Artigo – Casamento sinistro

Júlio Miragaya – Ex-presidente da Codeplan e do Conselho Federal de Economia. Artigo originalmente publicado no site BSB Capital – https://www.bsbcapital.com.br/casamento-sinistro/

A primeira semana de junho fechará com o incrível número de 6 milhões de infectados e 400 mil mortos pelo COVID-19 no mundo. Estados Unidos e Brasil são os dois países com maiores contingentes contaminados e que, nos últimos dias, têm respondido por metade dos mortos, e isso não é mera coincidência. Tal situação decorre do fato de serem presididos por negacionistas, extremistas de direita que literalmente estão se lixando para a sorte de seus povos, inclusive sob a ótica econômica.

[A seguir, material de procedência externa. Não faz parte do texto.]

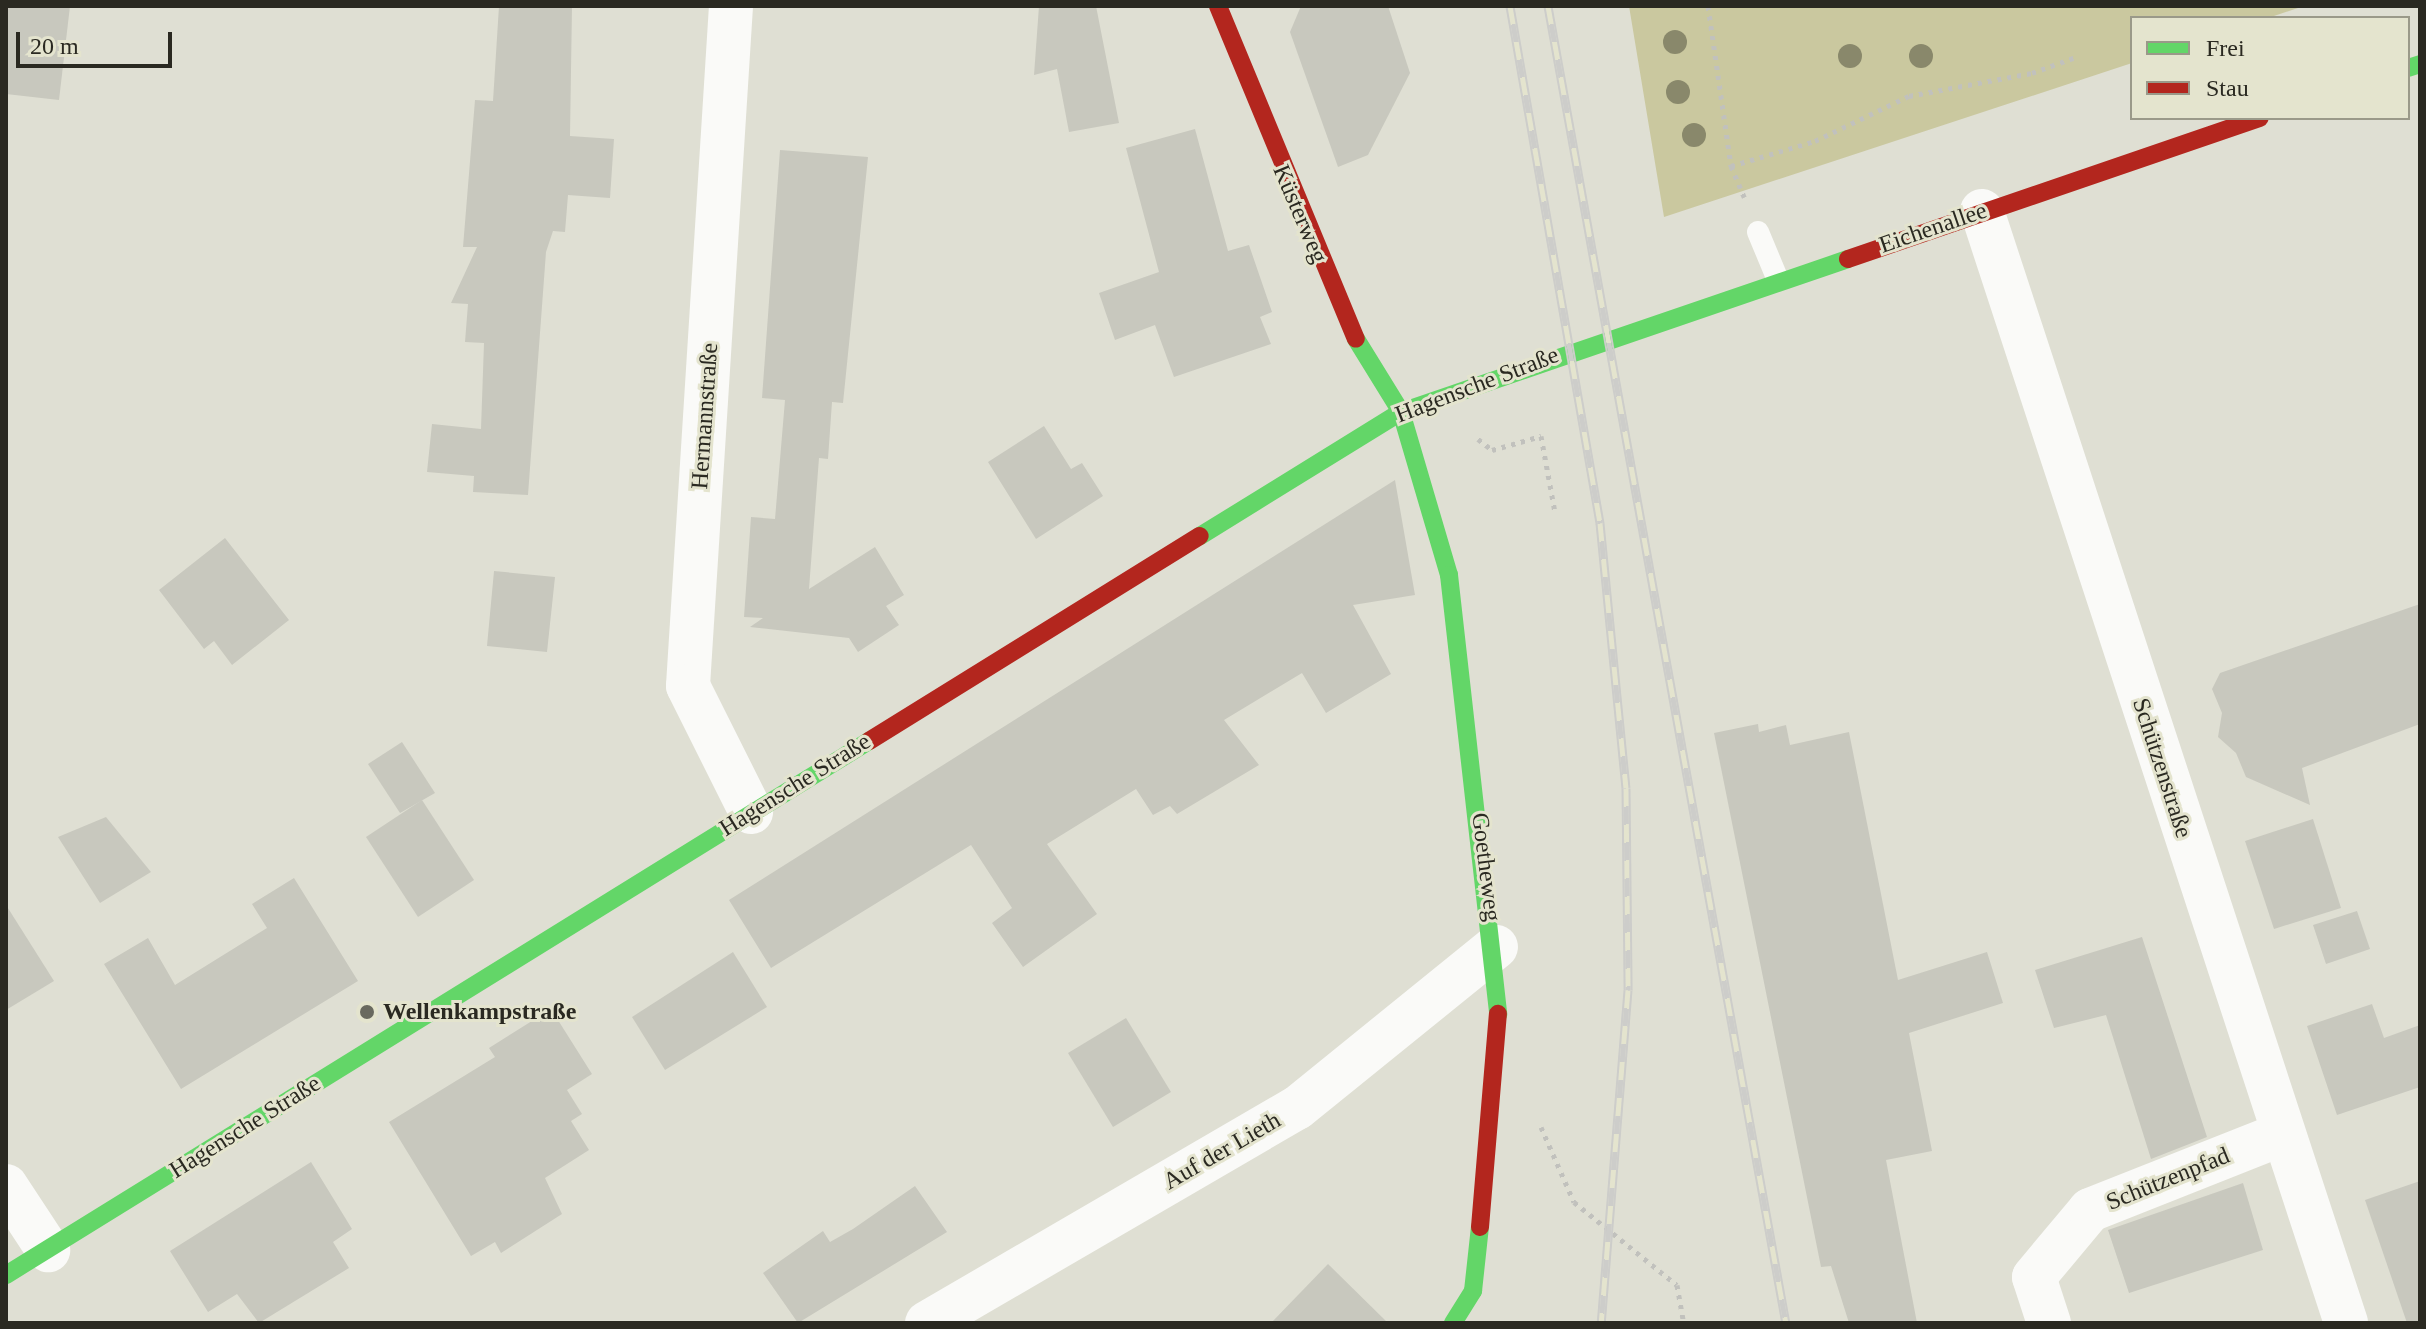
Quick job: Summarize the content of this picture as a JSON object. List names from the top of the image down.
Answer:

Sim, tanto lá como aqui, o discurso de desprezar o isolamento social e priorizar a economia não passa de tentativa de encobrir o fracasso de suas políticas econômicas, amplamente direcionadas para proteger o grande capital e retirar conquistas históricas dos trabalhadores. O fato é que ambos, assim como alguns governantes europeus, ao negligenciarem o combate ao COVID-19, amplificaram a disseminação do vírus e estenderam os efeitos negativos para um tempo prolongado, ao contrário de outros países, como China, Taiwan e Austrália, que já controlaram o vírus.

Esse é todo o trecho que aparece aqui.